Sur la question climatique, l'une des grandes différences entre Copenhague (2009) et Paris (2015), c'est qu'une partie du monde financier a vraiment compris que son intérêt est de financer une économie compatible avec le respect de la limite des deux degrés. On peut estimer que 10 % des gérants d'actifs dans le monde ont pris des engagements sur le sujet. Ce n'est pas une majorité, mais c'est loin d'être négligeable.

La nouveauté, c'est que nous travaillons aujourd'hui sur leur cœur de métier. C'est bien d'avoir des agences bancaires économes en énergie, mais le cœur de leur métier, c'est de financer l'économie. Or, la question de la responsabilité fiduciaire commence à émerger.

Un fonds de pension est tenu de maximiser le rendement à la lumière des risques. Jusqu'à présent, la vision culturelle dominante était de dire : "je comprends ce que vous me dites sur le climat, mais ce n'est pas mon problème. Je dois maximiser le rendement". En 2015, le changement culturel majeur consiste dans le fait que de plus en plus d'acteurs, à commencer par le gouverneur de la Banque d'Angleterre, disent : "si vous ne prenez pas en compte le climat, vous êtes en rupture de votre devoir fiduciaire. Vous ne pourrez pas arguer du fait que vous n'aviez pas connaissance du risque climatique. Vous êtes donc passible de poursuites pour avoir mis l'épargne de vos mandants dans des activités risquées". Comme investir dans des compagnies charbonnières par exemple.

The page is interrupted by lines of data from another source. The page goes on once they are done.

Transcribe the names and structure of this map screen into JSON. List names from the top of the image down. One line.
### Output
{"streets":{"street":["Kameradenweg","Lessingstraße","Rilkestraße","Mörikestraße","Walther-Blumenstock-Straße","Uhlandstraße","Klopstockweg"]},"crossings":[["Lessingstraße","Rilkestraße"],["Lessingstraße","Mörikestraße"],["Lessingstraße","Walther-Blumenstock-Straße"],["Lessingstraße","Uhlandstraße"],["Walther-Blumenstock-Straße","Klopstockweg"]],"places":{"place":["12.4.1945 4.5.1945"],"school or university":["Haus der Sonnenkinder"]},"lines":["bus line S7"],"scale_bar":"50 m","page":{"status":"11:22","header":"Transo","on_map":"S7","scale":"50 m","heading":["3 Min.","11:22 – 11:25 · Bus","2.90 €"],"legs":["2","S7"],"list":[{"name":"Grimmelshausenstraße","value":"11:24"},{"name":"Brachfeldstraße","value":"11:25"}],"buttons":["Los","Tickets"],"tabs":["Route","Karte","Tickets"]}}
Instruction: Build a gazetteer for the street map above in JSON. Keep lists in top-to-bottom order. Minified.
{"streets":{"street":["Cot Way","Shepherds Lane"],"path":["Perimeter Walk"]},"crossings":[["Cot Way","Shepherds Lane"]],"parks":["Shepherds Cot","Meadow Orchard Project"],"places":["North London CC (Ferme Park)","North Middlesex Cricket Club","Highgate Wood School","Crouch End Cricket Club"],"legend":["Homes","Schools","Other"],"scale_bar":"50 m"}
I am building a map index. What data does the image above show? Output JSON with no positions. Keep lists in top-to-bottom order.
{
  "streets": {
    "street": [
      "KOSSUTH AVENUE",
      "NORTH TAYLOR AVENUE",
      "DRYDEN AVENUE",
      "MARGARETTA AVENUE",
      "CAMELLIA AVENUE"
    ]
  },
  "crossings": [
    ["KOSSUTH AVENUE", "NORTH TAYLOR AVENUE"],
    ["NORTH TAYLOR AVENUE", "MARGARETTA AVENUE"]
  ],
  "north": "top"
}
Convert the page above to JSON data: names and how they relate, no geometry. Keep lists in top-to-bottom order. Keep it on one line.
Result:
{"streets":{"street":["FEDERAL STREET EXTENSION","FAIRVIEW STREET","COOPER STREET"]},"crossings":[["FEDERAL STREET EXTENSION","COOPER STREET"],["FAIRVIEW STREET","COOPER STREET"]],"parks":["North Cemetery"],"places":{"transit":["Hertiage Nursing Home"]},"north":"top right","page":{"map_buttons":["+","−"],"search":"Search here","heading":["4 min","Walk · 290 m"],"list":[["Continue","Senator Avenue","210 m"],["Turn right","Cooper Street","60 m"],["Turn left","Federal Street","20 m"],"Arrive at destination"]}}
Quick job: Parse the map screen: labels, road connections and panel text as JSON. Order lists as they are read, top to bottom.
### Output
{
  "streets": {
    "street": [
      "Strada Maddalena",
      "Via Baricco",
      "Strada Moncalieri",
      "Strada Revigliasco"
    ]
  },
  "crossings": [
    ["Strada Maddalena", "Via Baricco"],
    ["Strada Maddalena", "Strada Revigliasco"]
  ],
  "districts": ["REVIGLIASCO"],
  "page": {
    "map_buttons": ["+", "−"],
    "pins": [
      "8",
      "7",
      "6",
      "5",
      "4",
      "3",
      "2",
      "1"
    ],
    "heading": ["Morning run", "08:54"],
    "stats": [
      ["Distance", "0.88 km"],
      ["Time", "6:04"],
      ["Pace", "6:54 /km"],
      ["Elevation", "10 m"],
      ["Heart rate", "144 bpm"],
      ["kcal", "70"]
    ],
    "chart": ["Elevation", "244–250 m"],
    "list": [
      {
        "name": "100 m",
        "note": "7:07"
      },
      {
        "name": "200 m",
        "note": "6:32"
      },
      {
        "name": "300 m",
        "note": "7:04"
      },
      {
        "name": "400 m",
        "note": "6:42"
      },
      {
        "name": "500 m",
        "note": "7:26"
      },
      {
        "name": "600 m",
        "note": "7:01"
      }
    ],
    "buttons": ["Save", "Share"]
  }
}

Ce genre d'information ne fera jamais la Une du 20 heures. Et pourtant, le potentiel de transformation est énorme. Je fais par ailleurs confiance aux avocats américains pour s'engouffrer dans cette brèche ! (rires) 

 

Là encore se pose la question des outils à la disposition du WWF. Comment aider à la réorientation de ces flux financiers ? En certifiant des obligations vertes (green bonds) par exemple ?

Il faut effectivement fournir de nouveaux outils dans lesquels investir. J’ai présidé l’an passé le comité de l’indice 2 degrés d'Euronext, qui rencontre un certain succès. En clair, il s'agit de dire aux gestionnaires d’actifs : "quand vous achetez les actions cotées de cet indice, vous achetez des titres compatibles avec une limitation du réchauffement global à 2 degrés, que ce soit en termes de bilan carbone ou d'investissement dans la transition et les technologies vertes".

Sur le marché de la dette, nous travaillons à structurer les obligations vertes. Le WWF France est très impliqué dans ce dossier pour trouver le bon compromis entre une définition trop étroite, qui n'aurait aucun effet de transformation, et de l'autre côté, la tentation de certains de dire  : "tout est vert"

 

Allez-vous publier une sorte de guide des outils financiers cinématiquement vertueux ?  

Il est trop tôt pour dire quelle forme prendra notre contribution. Mais nous travaillons déjà sur ce sujet, que nous considérons comme stratégique. Nous allons nous concentrer notamment sur la mise en œuvre de l'article 173 de loi de transition énergétique française, qui est particulièrement novateur. Il oblige les investisseurs institutionnels à communiquer sur le risque climatique de leurs portefeuilles et à définir leur stratégie bas-carbone. Nous allons faire pression, pour que les obligations de l'article 173 se généralisent en Europe.

Pour être à la hauteur de la crise climatique, nous devons jouer sur tous les leviers, du consommateur au financier, en passant bien sur par le politique. Il faut changer les règles du jeu, ou nous irons dans le mur.